This recipe has been adapted from Justine Schofield’s Chicken Stroganoff.
Rice Bran Oil (small amount)
250 grams Assorted Mushrooms (See below)
1 x Brown Onion (Diced)
3 x Cloves Garlic (Diced)
250 grams Quorn Pieces (Thawed)
2 x Teaspoons Paprika
1 x Tablespoon Tomato Paste
100ml Dry White Wine or Vegetable Stock
4 Tablespoons Tofutti Sour Cream (More if needed)
1/2 – 1 x Cup Mushroom Soup.
Salt & Pepper (To taste)
250 grams Cauliflower Rice (Cooked)
Brown the Quorn pieces in a small amount of oil, and then place aside.
Fry the brown onion until nearly, cooked, and then add the garlic. Fry for a further two more minutes.
Turn the heat down and add the mushrooms, and stir fry until soft.
Add the cooked Quorn pieces, paprika, tomato paste, wine, soup and salt and pepper, and then cook for a minute or two, until combined.

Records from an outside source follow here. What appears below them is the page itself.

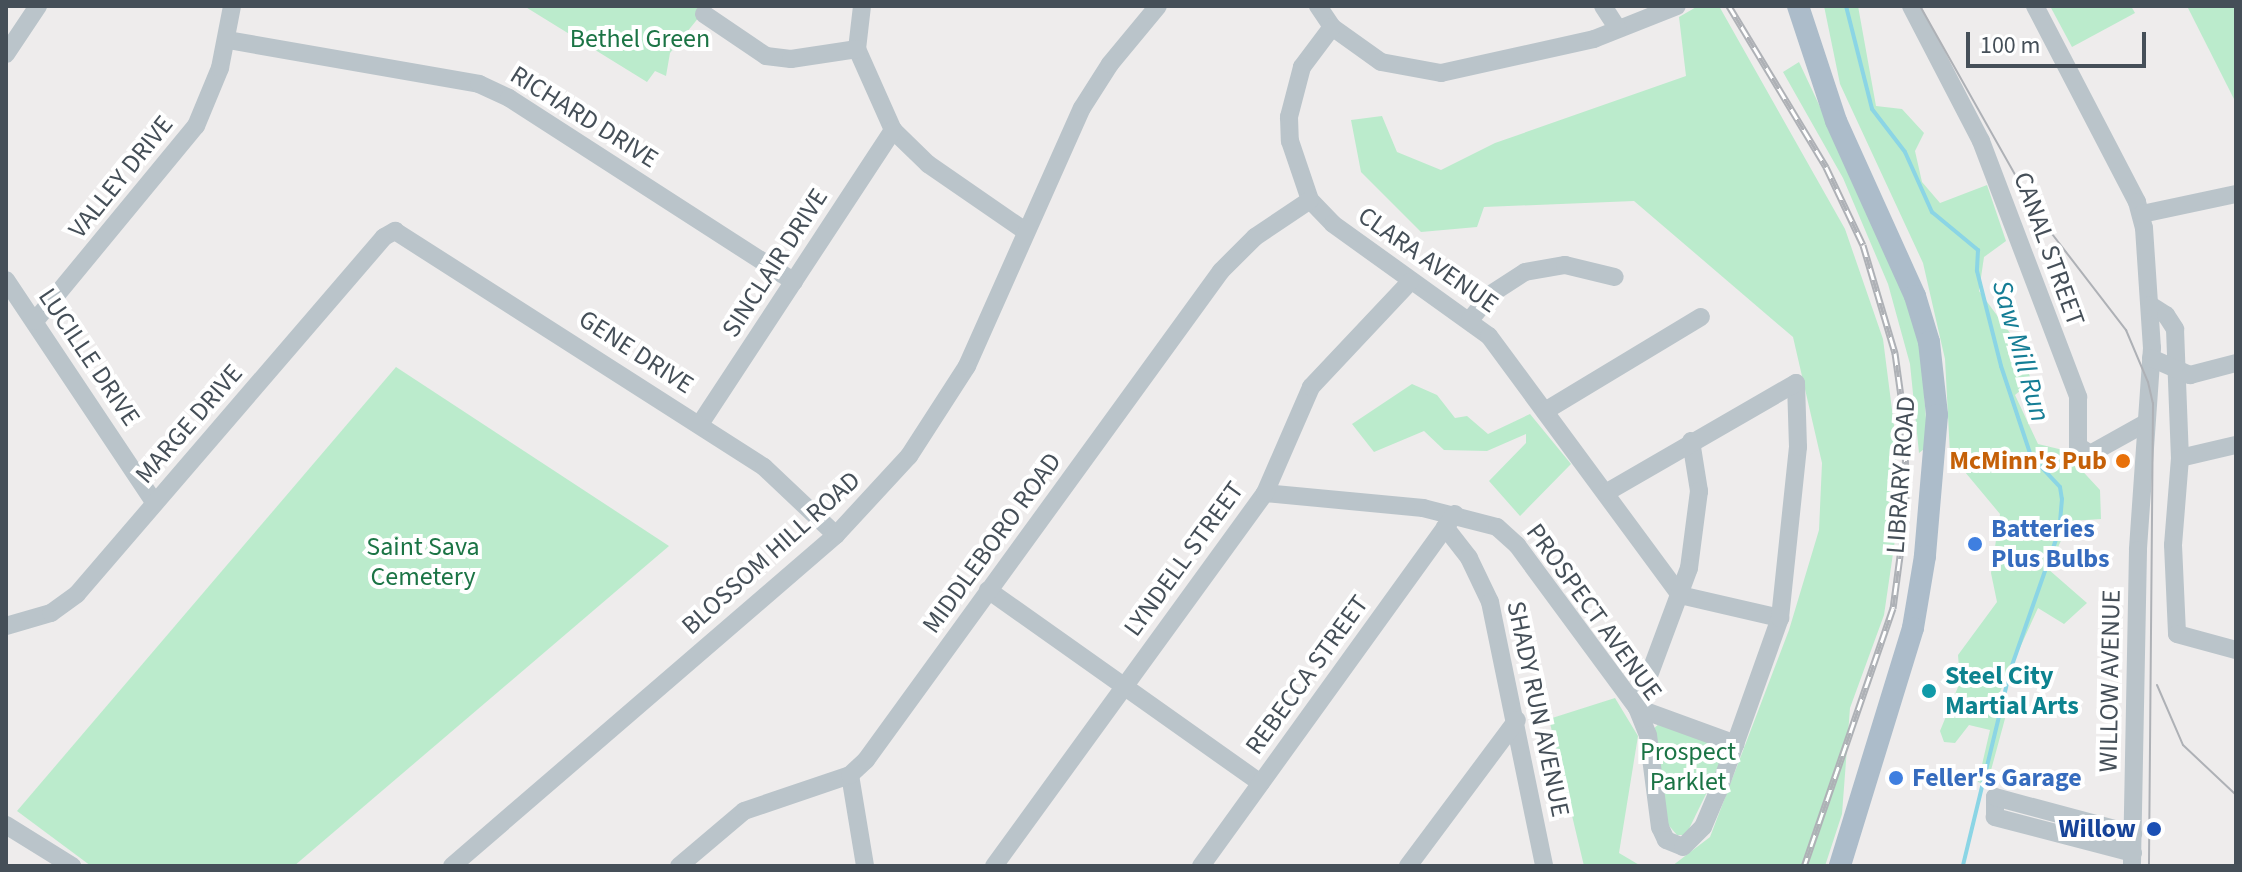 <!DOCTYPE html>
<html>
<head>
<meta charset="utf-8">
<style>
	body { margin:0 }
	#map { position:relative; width:2242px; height:872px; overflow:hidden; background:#eeecec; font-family:"Source Sans 3",sans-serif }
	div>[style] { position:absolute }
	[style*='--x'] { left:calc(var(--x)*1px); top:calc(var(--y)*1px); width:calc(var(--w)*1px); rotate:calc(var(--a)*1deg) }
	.green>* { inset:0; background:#bbebcc }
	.stream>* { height:4px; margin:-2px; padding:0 2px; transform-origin:2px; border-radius:2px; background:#8bd5e5 }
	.minor>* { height:18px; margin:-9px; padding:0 9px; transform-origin:9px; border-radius:9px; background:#bac4ca }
	.major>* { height:22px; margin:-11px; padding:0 11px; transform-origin:11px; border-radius:11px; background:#acbcca }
	.tram>* { height:2px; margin:-1px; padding:0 1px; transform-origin:1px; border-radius:1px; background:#aeb1b6 }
	.rail>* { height:7px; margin-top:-3.5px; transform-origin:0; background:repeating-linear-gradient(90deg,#fff 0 12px,#aeb1b6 0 24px); box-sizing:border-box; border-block:2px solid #aeb1b6 }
	.dots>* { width:22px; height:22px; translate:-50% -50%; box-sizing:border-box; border:4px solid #fff; border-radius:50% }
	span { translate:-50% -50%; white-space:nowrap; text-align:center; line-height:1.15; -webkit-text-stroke:8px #fff; paint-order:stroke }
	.park-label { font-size:26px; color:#1b7445 }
	.street-label { font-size:26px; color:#454f58 }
	.food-label { font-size:26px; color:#c56008; font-weight:700 }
	.right { translate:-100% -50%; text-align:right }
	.shop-label { font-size:26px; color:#366cbe; font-weight:700 }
	.left { translate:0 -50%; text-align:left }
	.culture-label { font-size:26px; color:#0d838f; font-weight:700 }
	.transit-label { font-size:26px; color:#164399; font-weight:700 }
	.water-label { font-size:28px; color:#147d95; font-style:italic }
	.frame { position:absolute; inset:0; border:8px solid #454f58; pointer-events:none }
	.scale { position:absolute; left:1966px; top:32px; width:180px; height:36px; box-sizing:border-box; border:4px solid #454f58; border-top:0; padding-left:10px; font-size:24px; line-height:28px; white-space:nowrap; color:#454f58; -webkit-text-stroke:6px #fff; paint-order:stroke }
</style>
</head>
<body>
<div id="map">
	<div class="green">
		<div style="clip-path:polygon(524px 6px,708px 6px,670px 53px,666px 76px,655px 71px,647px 82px)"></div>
		<div style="clip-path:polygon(1698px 6px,1719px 6px,1845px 229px,1883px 339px,1896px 441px,1896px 533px,1884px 615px,1850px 708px,1842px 814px,1825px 866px,1672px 866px,1710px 837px,1789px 630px,1819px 530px,1822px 463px,1793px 337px,1634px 201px,1484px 207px,1477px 227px,1421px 232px,1361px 172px,1351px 120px,1382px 116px,1397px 152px,1441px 170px,1495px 143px,1686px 76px,1679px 17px)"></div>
		<div style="clip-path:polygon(1824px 6px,1858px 6px,1876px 106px,1902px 109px,1924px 133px,1915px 151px,1922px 182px,1940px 203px,1987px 185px,2006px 241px,1984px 257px,1979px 291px,2013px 337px,2010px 354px,2025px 365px,2032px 381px,2015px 395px,2038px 444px,2063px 450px,2100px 490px,2101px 519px,2070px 521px,2048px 569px,2087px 603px,2064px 624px,2038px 608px,1999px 694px,2006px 715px,1987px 785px,1978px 782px,1990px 730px,1969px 725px,1955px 743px,1944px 742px,1940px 731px,1960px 682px,1958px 655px,1997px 602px,1991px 573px,2000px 514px,1950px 454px,1945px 359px,1923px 263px,1840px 84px)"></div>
		<div style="clip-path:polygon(2050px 6px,2131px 6px,2135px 13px,2072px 47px)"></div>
		<div style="clip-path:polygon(2187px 6px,2236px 6px,2236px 103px)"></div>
		<div style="clip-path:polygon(1799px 62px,1888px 252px,1920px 339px,1928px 446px,1919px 453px,1910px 364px,1888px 284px,1843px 178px,1783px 72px)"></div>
		<div style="clip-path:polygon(396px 367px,669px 546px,294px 866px,91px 866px,17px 811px)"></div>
		<div style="clip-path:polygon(1412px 384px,1437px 395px,1455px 418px,1467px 416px,1488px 434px,1530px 414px,1571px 464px,1520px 516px,1489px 481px,1526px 443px,1526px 434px,1487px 451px,1444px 450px,1424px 431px,1374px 452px,1352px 424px)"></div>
		<div style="clip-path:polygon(1615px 698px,1638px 736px,1619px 853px,1641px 866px,1584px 866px,1549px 719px)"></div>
		<div style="clip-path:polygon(1660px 723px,1729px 747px,1686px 835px,1677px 835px,1665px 821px,1652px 730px)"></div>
	</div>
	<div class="stream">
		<div style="--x:1846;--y:6;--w:106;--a:75.8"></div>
		<div style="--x:1872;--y:109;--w:54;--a:52.5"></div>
		<div style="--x:1905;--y:152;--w:66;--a:65.8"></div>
		<div style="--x:1932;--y:212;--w:60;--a:39.6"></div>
		<div style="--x:1978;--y:250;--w:21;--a:93"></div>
		<div style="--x:1977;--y:271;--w:98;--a:75.8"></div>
		<div style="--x:2001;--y:366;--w:95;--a:71.6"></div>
		<div style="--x:2031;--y:456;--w:42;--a:46.9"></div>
		<div style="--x:2060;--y:487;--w:12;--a:81"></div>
		<div style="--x:2062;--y:499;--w:32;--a:95"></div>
		<div style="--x:2059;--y:531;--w:148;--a:109.3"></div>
		<div style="--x:2010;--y:671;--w:201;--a:103.6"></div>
	</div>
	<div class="minor">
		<div style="--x:862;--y:6;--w:43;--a:96.6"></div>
		<div style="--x:857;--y:49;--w:89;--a:66"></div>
		<div style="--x:893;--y:130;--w:49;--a:44.2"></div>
		<div style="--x:928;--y:164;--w:118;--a:34.6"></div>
		<div style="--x:1318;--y:6;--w:25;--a:56"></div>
		<div style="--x:1332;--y:27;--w:60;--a:35.5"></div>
		<div style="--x:1381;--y:62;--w:61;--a:10.4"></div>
		<div style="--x:1441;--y:73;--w:157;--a:-12.5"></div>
		<div style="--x:1594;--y:39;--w:89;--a:-21.7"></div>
		<div style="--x:1603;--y:6;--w:27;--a:57"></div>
		<div style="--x:1911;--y:6;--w:152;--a:62.6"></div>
		<div style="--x:1981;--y:141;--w:274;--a:69.2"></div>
		<div style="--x:2078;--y:397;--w:49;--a:90"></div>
		<div style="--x:2078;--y:446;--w:14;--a:34"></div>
		<div style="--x:2090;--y:454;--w:62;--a:-29.1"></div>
		<div style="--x:2035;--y:6;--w:221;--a:62.5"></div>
		<div style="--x:2137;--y:202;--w:27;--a:75"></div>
		<div style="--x:2144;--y:228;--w:120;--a:86.2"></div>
		<div style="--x:2152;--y:348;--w:202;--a:94"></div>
		<div style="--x:2138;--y:550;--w:316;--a:91.1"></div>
		<div style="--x:704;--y:14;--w:75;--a:34.1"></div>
		<div style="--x:766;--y:56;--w:25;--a:7"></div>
		<div style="--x:791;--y:59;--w:67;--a:-8.6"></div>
		<div style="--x:1332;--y:27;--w:50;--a:126.9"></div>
		<div style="--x:1302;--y:67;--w:52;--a:104.6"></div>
		<div style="--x:1289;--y:117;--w:24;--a:88"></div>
		<div style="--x:1290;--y:141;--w:62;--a:71.3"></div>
		<div style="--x:1310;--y:200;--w:33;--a:46"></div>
		<div style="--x:1333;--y:224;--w:192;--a:35.7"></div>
		<div style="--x:1489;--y:336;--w:322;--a:53.6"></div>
		<div style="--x:1680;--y:595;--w:103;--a:13"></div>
		<div style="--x:228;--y:40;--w:255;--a:9.9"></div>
		<div style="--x:479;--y:84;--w:33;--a:25"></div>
		<div style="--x:509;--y:98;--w:339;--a:32.8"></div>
		<div style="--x:6;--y:54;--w:58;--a:-56.3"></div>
		<div style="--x:2142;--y:214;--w:96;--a:-12"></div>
		<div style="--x:6;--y:280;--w:268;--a:56.3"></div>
		<div style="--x:2150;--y:305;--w:19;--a:32"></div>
		<div style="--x:2166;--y:315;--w:17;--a:57"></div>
		<div style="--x:2175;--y:329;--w:129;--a:87.8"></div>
		<div style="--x:2180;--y:458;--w:87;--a:94.6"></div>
		<div style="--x:2173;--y:545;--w:89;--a:87.4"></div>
		<div style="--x:2177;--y:634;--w:61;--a:15.2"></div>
		<div style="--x:1470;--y:320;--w:33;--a:-51"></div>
		<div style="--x:1491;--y:294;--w:40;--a:-32.9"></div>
		<div style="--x:1525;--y:272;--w:41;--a:-9.9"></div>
		<div style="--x:1565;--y:265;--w:51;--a:13.5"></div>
		<div style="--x:35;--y:321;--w:253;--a:-50.5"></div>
		<div style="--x:196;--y:126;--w:63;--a:-67.5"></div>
		<div style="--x:220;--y:68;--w:63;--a:-79"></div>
		<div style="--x:2151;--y:358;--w:43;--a:23.6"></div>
		<div style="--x:2190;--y:375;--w:48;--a:-14.6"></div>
		<div style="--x:1545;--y:411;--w:182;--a:-31.1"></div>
		<div style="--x:700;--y:424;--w:352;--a:-56.7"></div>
		<div style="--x:1691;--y:441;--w:51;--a:80.9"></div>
		<div style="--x:1699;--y:491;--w:78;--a:97.4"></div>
		<div style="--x:1689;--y:568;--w:149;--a:110.4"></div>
		<div style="--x:1637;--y:708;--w:105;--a:20"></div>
		<div style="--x:2180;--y:458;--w:57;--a:-13.1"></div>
		<div style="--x:1265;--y:493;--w:159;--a:5.4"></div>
		<div style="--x:1423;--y:508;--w:76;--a:14.4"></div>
		<div style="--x:1497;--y:527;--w:27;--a:42"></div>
		<div style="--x:1517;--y:545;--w:202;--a:53.6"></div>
		<div style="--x:1637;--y:708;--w:29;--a:68"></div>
		<div style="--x:1648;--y:735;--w:93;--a:82.6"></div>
		<div style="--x:1660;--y:827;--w:14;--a:65"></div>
		<div style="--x:1666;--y:840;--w:18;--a:22"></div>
		<div style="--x:1683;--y:847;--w:28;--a:-45"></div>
		<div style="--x:1703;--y:827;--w:38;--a:-67"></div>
		<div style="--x:1718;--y:792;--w:185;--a:-70.4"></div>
		<div style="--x:1780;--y:618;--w:172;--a:-84"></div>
		<div style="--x:1798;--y:447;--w:64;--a:-91.8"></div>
		<div style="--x:1796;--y:383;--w:218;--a:150"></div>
		<div style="--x:1445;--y:527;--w:39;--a:52"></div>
		<div style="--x:1469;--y:558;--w:49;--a:64.5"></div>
		<div style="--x:1490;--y:602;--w:269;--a:78.4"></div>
		<div style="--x:988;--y:590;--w:334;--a:35.3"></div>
		<div style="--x:6;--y:626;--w:47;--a:-16.1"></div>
		<div style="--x:51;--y:613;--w:32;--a:-36"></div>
		<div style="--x:77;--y:594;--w:471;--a:-49.3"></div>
		<div style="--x:384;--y:237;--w:13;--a:-29"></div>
		<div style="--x:395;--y:231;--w:438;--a:32.6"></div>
		<div style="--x:764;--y:467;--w:99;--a:43.4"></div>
		<div style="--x:850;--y:775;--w:92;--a:80.6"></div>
		<div style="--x:6;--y:825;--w:78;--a:31.8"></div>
		<div style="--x:2133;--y:853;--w:143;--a:-165.4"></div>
		<div style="--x:1995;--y:817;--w:20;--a:-90"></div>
		<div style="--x:1995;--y:797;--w:143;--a:15"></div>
		<div style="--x:452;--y:866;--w:507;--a:-40.76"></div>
		<div style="--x:836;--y:535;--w:108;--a:-47.3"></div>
		<div style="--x:909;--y:456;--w:107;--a:-57.2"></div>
		<div style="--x:967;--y:366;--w:282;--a:-66"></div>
		<div style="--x:1082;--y:108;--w:52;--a:-57.5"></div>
		<div style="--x:1110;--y:64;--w:75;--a:-50.4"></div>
		<div style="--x:679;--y:866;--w:85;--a:-40.2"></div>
		<div style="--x:744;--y:811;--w:112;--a:-18.8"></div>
		<div style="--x:850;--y:775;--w:22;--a:-43"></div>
		<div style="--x:866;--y:760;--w:604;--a:-54.02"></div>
		<div style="--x:1221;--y:271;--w:48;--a:-45"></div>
		<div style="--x:1255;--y:237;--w:66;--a:-33.9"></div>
		<div style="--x:994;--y:866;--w:461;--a:-54"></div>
		<div style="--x:1265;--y:493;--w:116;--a:-66.5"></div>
		<div style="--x:1311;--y:387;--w:144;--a:-46.7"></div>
		<div style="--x:1201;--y:866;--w:434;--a:-54.2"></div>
		<div style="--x:1408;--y:866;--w:182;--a:-53.3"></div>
	</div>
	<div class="major">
		<div style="--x:1798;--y:6;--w:121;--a:71.7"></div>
		<div style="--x:1836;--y:121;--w:192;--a:65.7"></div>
		<div style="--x:1915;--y:296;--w:48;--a:73.1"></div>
		<div style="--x:1929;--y:342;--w:73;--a:83.7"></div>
		<div style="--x:1937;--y:415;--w:142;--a:94.9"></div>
		<div style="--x:1925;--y:556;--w:73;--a:99.5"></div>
		<div style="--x:1913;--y:628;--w:249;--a:107.1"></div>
	</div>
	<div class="tram">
		<div style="--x:1920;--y:6;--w:242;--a:60.6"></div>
		<div style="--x:2039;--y:217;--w:143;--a:52.4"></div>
		<div style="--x:2126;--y:330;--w:56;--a:67.1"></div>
		<div style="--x:2148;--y:382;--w:22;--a:77"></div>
		<div style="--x:2153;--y:403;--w:463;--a:90.5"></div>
		<div style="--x:2157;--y:685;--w:65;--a:66.6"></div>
		<div style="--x:2183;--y:745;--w:73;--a:43.3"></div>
	</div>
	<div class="rail">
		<div style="--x:1729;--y:6;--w:188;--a:58.9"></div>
		<div style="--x:1826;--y:167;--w:86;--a:64.6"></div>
		<div style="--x:1863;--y:245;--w:113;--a:73.5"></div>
		<div style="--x:1895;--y:353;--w:73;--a:82.1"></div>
		<div style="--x:1905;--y:425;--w:86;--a:89.3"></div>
		<div style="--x:1906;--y:511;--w:98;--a:97.6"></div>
		<div style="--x:1893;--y:608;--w:273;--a:109"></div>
	</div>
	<div class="dots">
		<div style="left:2123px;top:461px;background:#e8710a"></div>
		<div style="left:1975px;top:544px;background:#3f7fe0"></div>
		<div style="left:1929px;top:691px;background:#0f9aa8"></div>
		<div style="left:1896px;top:778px;background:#3f7fe0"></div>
		<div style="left:2154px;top:829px;background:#1a4fb4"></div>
	</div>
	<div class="park-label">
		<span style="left:640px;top:39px">Bethel Green</span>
		<span style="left:423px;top:562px">Saint Sava<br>Cemetery</span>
		<span style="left:1688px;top:767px">Prospect<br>Parklet</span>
	</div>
	<div class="street-label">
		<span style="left:584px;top:117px;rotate:32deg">RICHARD DRIVE</span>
		<span style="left:121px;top:177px;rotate:-51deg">VALLEY DRIVE</span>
		<span style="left:2049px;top:249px;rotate:70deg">CANAL STREET</span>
		<span style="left:1428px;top:260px;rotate:35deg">CLARA AVENUE</span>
		<span style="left:775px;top:263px;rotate:-57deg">SINCLAIR DRIVE</span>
		<span style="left:636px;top:352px;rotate:33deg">GENE DRIVE</span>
		<span style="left:89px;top:357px;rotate:56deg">LUCILLE DRIVE</span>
		<span style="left:189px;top:424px;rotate:-49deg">MARGE DRIVE</span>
		<span style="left:1901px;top:475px;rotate:-86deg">LIBRARY ROAD</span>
		<span style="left:992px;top:543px;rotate:-54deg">MIDDLEBORO ROAD</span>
		<span style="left:771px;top:553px;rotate:-42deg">BLOSSOM HILL ROAD</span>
		<span style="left:1184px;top:559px;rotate:-54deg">LYNDELL STREET</span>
		<span style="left:1594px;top:612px;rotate:54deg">PROSPECT AVENUE</span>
		<span style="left:1307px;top:675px;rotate:-54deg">REBECCA STREET</span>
		<span style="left:2110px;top:681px;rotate:-89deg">WILLOW AVENUE</span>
		<span style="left:1538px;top:709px;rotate:78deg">SHADY RUN AVENUE</span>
	</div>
	<div class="food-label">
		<span class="right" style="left:2107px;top:461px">McMinn's Pub</span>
	</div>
	<div class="shop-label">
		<span class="left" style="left:1991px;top:544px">Batteries<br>Plus Bulbs</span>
		<span class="left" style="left:1912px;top:778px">Feller's Garage</span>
	</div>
	<div class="culture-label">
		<span class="left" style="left:1945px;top:691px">Steel City<br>Martial Arts</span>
	</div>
	<div class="transit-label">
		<span class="right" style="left:2136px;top:829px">Willow</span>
	</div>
	<div class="water-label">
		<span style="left:2021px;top:351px;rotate:74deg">Saw Mill Run</span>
	</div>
	<div class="frame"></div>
	<div class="scale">100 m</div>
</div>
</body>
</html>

Add the sour cream, adding enough to make a lovely creamy consistency, and warm through.
Serve with Cauliflower Rice.
I used a combination of large brown mushrooms, shitake and button mushrooms.
Quorn Pieces are a great chicken alternative, and can be purchased from IGA, Coles and Woolworths from the freezer section.